As the lesson notes, index.html is the default program that a server will serve when you visit a domain (i.e., put in a web address that simply lists the domain). However, be aware that the webmaster can configure the server to override this default setting, to have the server serve a up a different page for a folder.

Note also that this default feature is not just for the domain root, it's for any directory you use. Thus, the URL

http://pencilcoder.net/lessons

gets interpreted by the server as

http://pencilcoder.net/lessons/index.html

However, there is no such file on the pencilcoder.net server! This is why attempts to navigate to http://pencilcoder.net/lessons will give you a directory of files.

Additional activities

Encourage students to explore different features of both HTML and CSS. There are myriad possibilities! In addition to just "playing around" with different features, consider encouraging students to construct an authentic web site with some content of their own choosing.

Beyond the lesson

Markup Languages

The structure an organization of markup languages provide many potential benefits. Many of these benefits arise from the fact that HTML allows writers to separate content from presentation. In the first place, this means that authors can focus on writing the information without worrying about layout, style, or format. This separation of content from presentation provides other efficiencies too. Using HTML provides flexibility, as you can apply different templates or stylesheets to change the appearance of a document without changing the content. Through code reuse, HTML facilitates making documents more consistent and easier to update and maintain, particularly when working on a project with multiple documents. You only need to change the source file (which establishes the rules) and not the output files. Becuase you can use stylesheets across multiple documents, you can quickly update formatting of all documents in a website by managing a single css file. Thus, in sum, the ability to separate content from presentation facilitates making documents more consistent,maintainable, and adaptable.

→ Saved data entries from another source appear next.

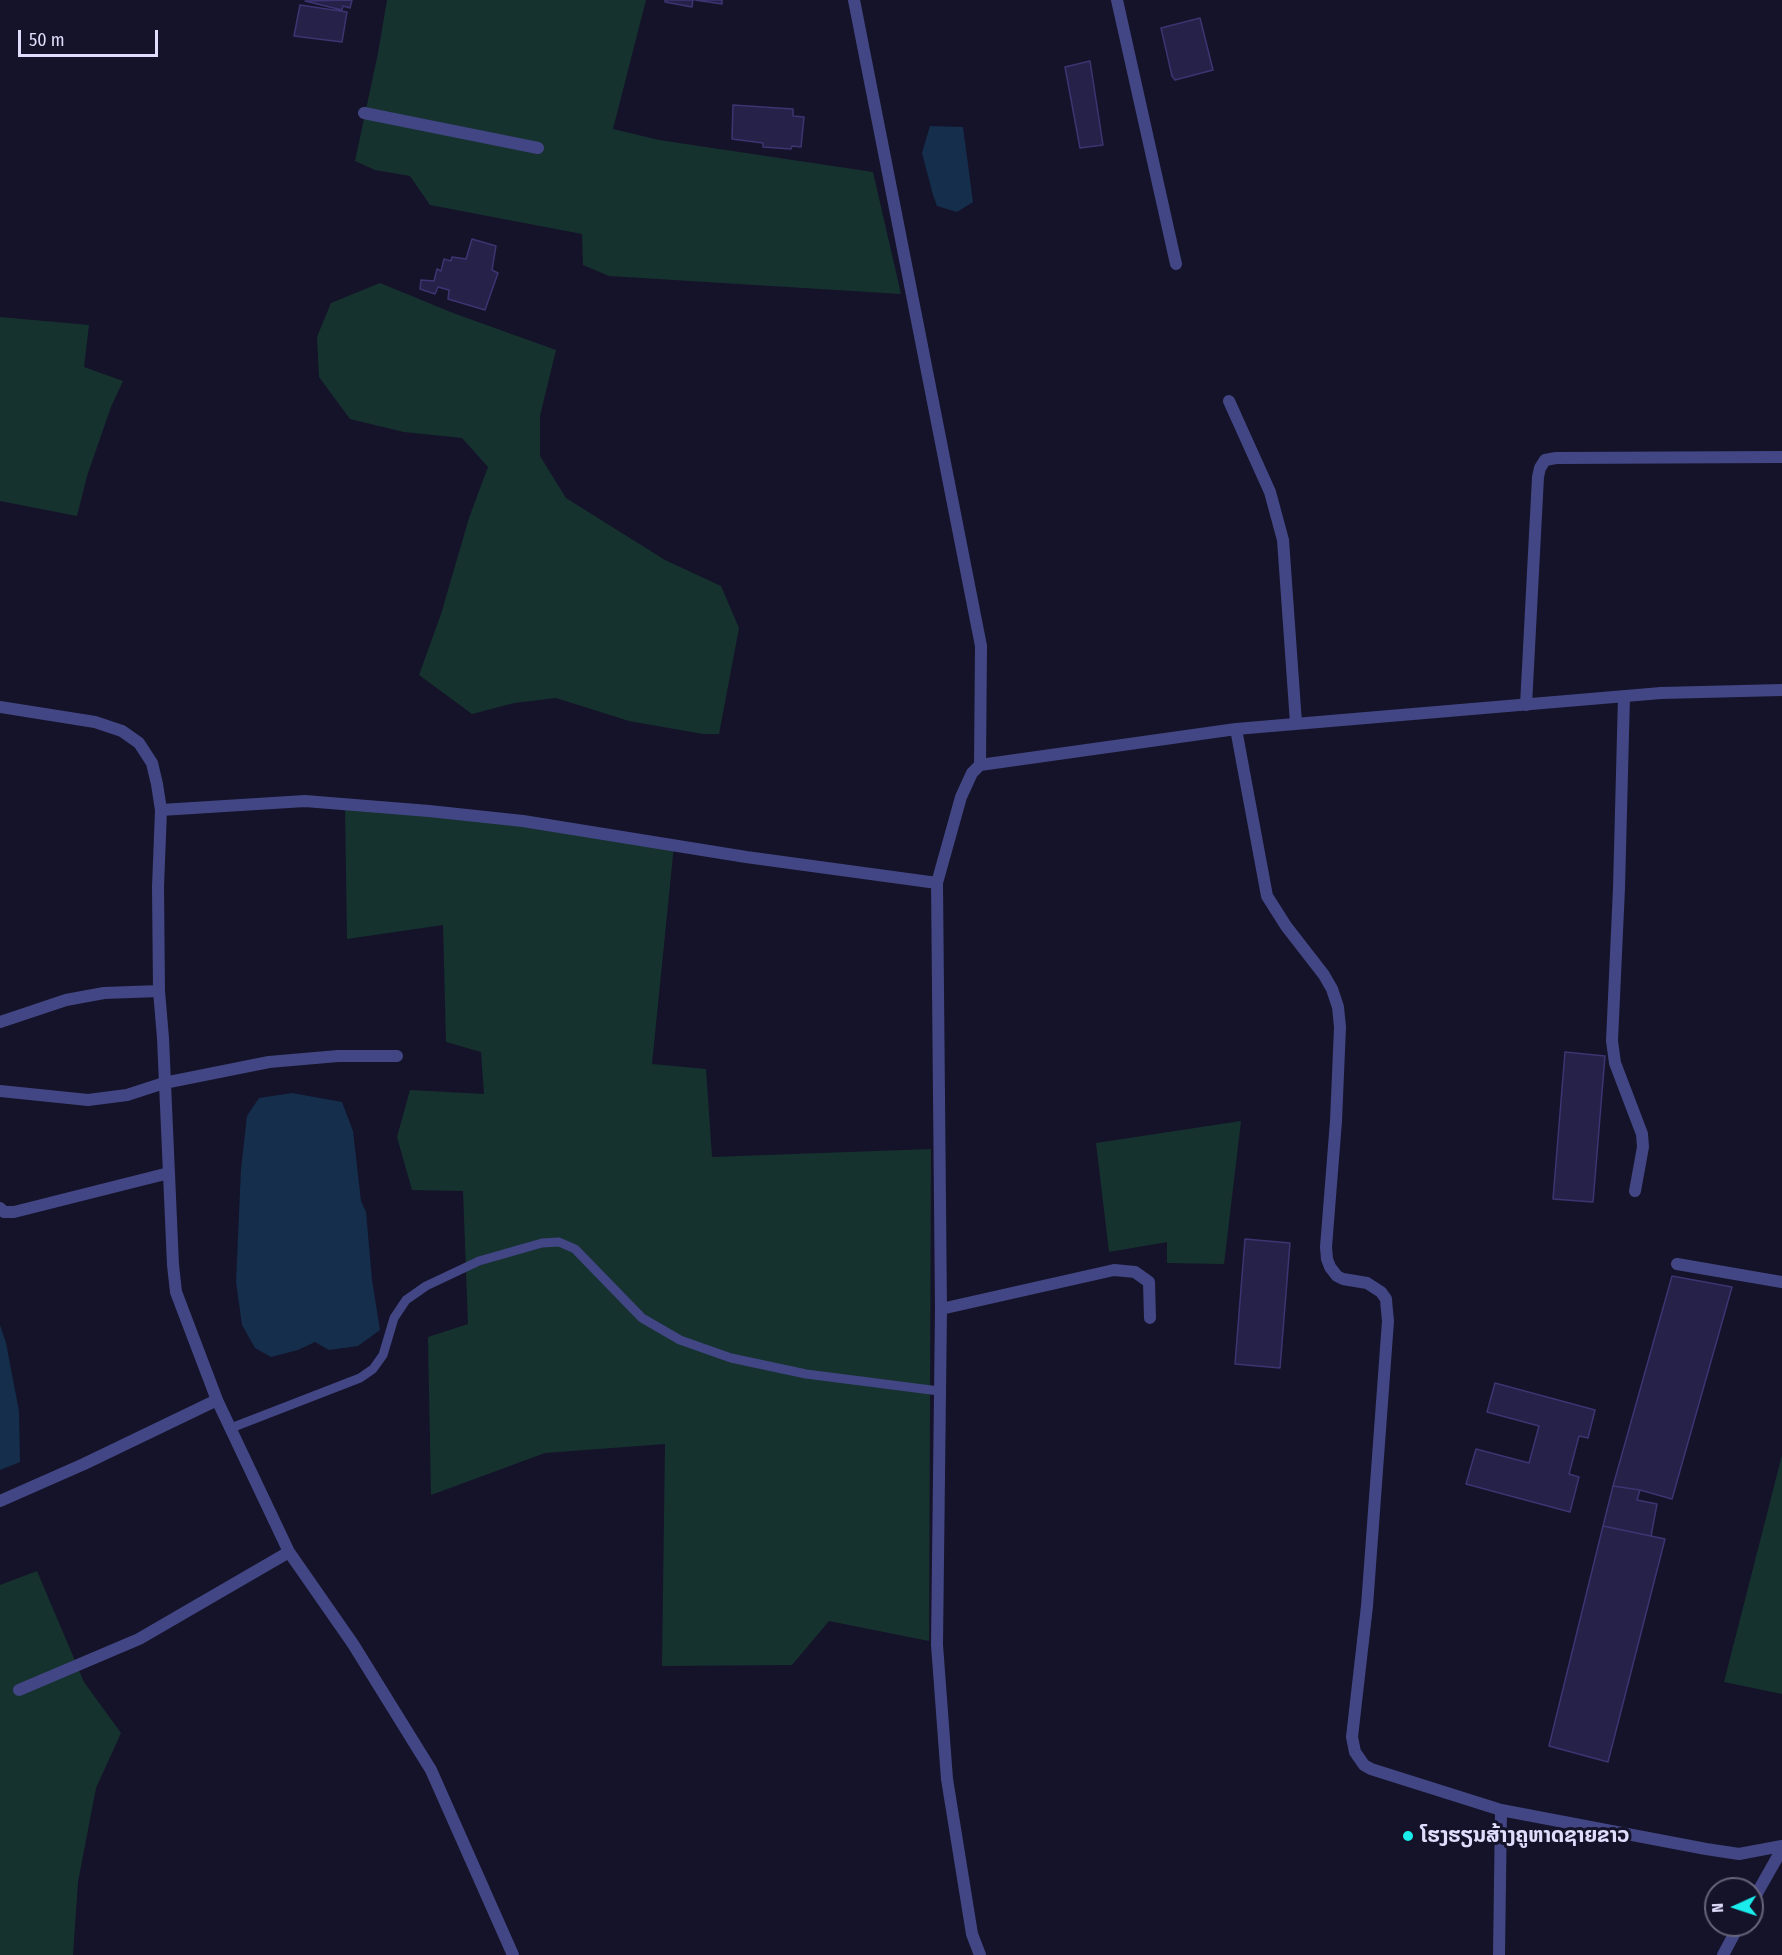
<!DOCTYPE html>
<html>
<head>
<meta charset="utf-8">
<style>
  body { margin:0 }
  #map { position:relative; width:1782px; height:1955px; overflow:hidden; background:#151329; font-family:"Fira Sans Condensed",sans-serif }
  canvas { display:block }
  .north { position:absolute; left:1704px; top:1877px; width:60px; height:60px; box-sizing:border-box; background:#151329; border:2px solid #65647d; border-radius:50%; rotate:267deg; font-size:16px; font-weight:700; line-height:24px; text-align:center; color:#dedefc }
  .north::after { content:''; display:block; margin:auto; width:21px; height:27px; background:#1aecec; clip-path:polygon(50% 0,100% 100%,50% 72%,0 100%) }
  .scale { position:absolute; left:18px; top:30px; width:140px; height:27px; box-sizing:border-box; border:3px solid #dedefc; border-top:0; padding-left:8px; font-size:18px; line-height:21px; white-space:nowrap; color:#dedefc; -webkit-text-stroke:4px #151329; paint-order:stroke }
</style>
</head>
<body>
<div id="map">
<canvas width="1782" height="1955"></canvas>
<div class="north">N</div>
<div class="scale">50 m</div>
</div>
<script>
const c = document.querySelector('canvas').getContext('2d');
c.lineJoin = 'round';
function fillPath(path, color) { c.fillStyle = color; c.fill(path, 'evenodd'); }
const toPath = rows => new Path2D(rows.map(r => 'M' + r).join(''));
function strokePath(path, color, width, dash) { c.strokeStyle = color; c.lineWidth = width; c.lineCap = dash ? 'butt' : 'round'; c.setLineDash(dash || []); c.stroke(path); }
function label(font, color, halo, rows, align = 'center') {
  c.font = font + ' "Fira Sans Condensed","Noto Sans Lao",sans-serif'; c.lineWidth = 6; c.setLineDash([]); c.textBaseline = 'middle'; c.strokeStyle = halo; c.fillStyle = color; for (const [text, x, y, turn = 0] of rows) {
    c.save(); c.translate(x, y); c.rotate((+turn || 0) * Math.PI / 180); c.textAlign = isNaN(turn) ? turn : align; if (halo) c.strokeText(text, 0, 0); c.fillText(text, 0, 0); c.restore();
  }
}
const green = toPath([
  [387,0,646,0,613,129,659,140,873,172,901,294,609,276,583,265,582,234,430,205,410,176,375,170,355,161,378,53],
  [380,283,453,313,556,350,540,416,540,456,566,498,665,560,721,586,739,628,719,734,703,734,629,721,556,698,514,703,472,714,419,675,441,614,469,518,488,467,462,438,404,432,350,419,319,377,317,337,331,303],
  [0,317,89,325,84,367,123,381,111,407,87,476,77,516,0,501],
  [345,803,674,845,652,1064,706,1069,712,1157,931,1149,929,1641,829,1621,792,1665,662,1666,665,1444,545,1453,431,1495,428,1337,468,1324,463,1191,412,1190,397,1137,410,1090,484,1094,481,1052,446,1042,443,925,347,939],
  [1241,1121,1224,1264,1167,1263,1167,1242,1109,1252,1096,1143],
  [1782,1455,1782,1694,1724,1682],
  [37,1571,84,1682,121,1733,96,1788,78,1882,73,1955,0,1955,0,1585]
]);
const water = toPath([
  [930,126,963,127,973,202,957,212,937,206,933,195,922,153],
  [292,1093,342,1102,353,1131,361,1201,366,1212,372,1280,380,1330,358,1346,329,1350,315,1342,298,1350,271,1357,255,1348,242,1325,236,1282,241,1169,247,1116,259,1098],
  [0,1325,6,1343,19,1411,20,1462,0,1470]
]);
const building = toPath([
  [352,0,350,8,343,6,342,10,305,1,352,0],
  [665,0,693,0,692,7,665,2,665,0],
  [695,0,722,0,722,4,695,0],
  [300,5,347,12,342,42,294,36,300,5],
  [1200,18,1213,70,1175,80,1172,76,1161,28,1200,18],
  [1090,61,1103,145,1080,148,1065,67,1090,61],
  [733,105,793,109,793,116,804,117,801,147,792,146,791,149,763,147,763,143,732,139,733,105],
  [472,239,496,246,492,270,498,273,485,310,448,299,449,290,438,287,435,294,420,289,421,280,434,281,437,269,441,271,444,259,451,261,452,257,466,259,472,239],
  [1565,1052,1605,1056,1593,1202,1553,1199,1565,1052],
  [1245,1239,1290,1243,1280,1368,1235,1364,1245,1239],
  [1672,1276,1732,1287,1672,1499,1640,1490,1613,1486,1672,1276],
  [1495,1383,1595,1410,1588,1438,1579,1436,1569,1474,1579,1477,1570,1512,1466,1484,1476,1449,1529,1463,1539,1426,1487,1412,1495,1383],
  [1613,1486,1640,1490,1637,1500,1657,1504,1651,1536,1603,1526,1613,1486],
  [1603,1526,1665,1539,1608,1762,1549,1746,1603,1526]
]);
const service = toPath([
  [231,1428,360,1378,373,1369,383,1355,394,1318,406,1300,426,1286,479,1261,542,1243,559,1242,575,1249,642,1318,680,1340,731,1358,806,1374,939,1391]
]);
const minor = toPath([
  [854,0,981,646,980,765,972,773,961,797,937,883,941,1309,937,1645,947,1779,972,1934,980,1955],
  [1117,0,1176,264],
  [364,113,538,148],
  [1229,401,1270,492,1283,540,1296,723],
  [1624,696,1619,888,1612,1041,1615,1063,1642,1134,1643,1147,1635,1191],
  [1526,705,1538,477,1540,468,1545,460,1556,458,1782,457],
  [0,707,95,722,122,731,139,743,152,763,157,784,161,810,158,887,159,991,163,1038,173,1265,176,1292,217,1400,289,1552,353,1644,431,1770,513,1955],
  [1236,729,1267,896,1286,926,1324,975,1332,989,1338,1007,1340,1027,1336,1121,1326,1247,1327,1259,1330,1267,1337,1276,1343,1279,1367,1283,1381,1292,1386,1299,1387,1311,1388,1321,1367,1606,1352,1737,1355,1752,1364,1765,1371,1769,1501,1810,1706,1849,1739,1854,1782,1846],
  [980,765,1236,729,1661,693,1782,690],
  [161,810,305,801,429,811,523,821,746,857,937,883],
  [0,1022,66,1000,104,993,159,991],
  [0,1091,88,1100,127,1095,164,1083,269,1062,338,1056,397,1056],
  [0,1208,4,1212,14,1212,169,1173],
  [1677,1264,1782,1282],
  [941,1309,1114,1270,1135,1272,1149,1282,1150,1318],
  [0,1501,84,1464,217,1400],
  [19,1690,139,1639,289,1552],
  [1752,1902,1782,1849],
  [1499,1955,1501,1810],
  [1723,1955,1739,1925]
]);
const markers = [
  [1408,1836,6,"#1aecec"]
];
const poiNames = [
  ["ໂຮງຮຽນສ້າງຄູຫາດຊາຍຂາວ",1420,1836]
];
fillPath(green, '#16322f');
fillPath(water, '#142e4c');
fillPath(building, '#252148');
strokePath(building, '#3b3572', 1.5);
strokePath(service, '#424684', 9);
strokePath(minor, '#424684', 12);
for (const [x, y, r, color] of markers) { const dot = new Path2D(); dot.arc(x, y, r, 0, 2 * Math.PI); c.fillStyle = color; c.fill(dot); strokePath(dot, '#151329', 2); }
label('bold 21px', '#dedefc', '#151329', poiNames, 'left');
</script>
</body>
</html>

Another benefit to HTML is that it makes documents more accessible for people with disabilities. This is accomplished by the addition of metadata, attributes, and references that help users and machines understand the structure and meaning of your document. This includes titles, descriptions, keywords, and alt texts to improve seach engine optimization and support web browser usability and accessibility features.

Other benefits to using HTML owe relate to how the language interacts with CSS and JavaScript. CSS capitalizes on the tree-like structure of the document to apply consistent and potentially complex formatting rules for different page elements. These rules can depend on a combination of the type of element, its attributes, and where they appear in this structure. JavaScript also makes use of HTML's structure and markups to enable programmers to navigate and manipulate the document. Central to this interaction is the HTML document object model (DOM), an object-oriented model of every page that is generated by the web browser. The DOM will be described in the Notes to the Mouse Events! lesson.

Lastly, markup languages make documents more adaptable by generating different formats and outputs from the same source file. For instance, you can create HTML, PDF, EPUB, or DOCX files from the same markup file depending on your audience and purpose.

HTML is one of many markup languages, some of which students will encounter in this course. Examples of other broadly-used markup languages include:

• JavaScript Object Notation (JSON): A broadly use format for data storage and transfer which is easy for both humans and machines to read and write. Student will encounter JSON in the The O in I/O! lesson.
• Scalable Vector Graphics (SVG): This filetype allows images to be resized without losing quality. Student have certainly encountered SVG in their use of the web.
• MathML: A language used to show math equations and formulas on the web. Student may enountere this in...
• LaTeX: A language for typesetting documents with complex mathematical equations and scientific notation first introduced over 40 years ago, yet still widely in use!
• XML: A language designed for describing data, not displaying it. It is often used for configuration files for computer programs.

Web-safe and generic fonts

The CSS font-family property designates the fonts the browser should use when rendering the page. There are myriad choices for fonts. Web-safe fonts are fonts that are widely supported across browsers and operating systems, and which come pre-installed in the browser. Using these fonts ensures that the fonts the web developer chooses will be available on the client's device. This helps ensure that the website will appear consistently across users, regardless of which device they use. A listing of web-safe fonts is available on this w3schools page.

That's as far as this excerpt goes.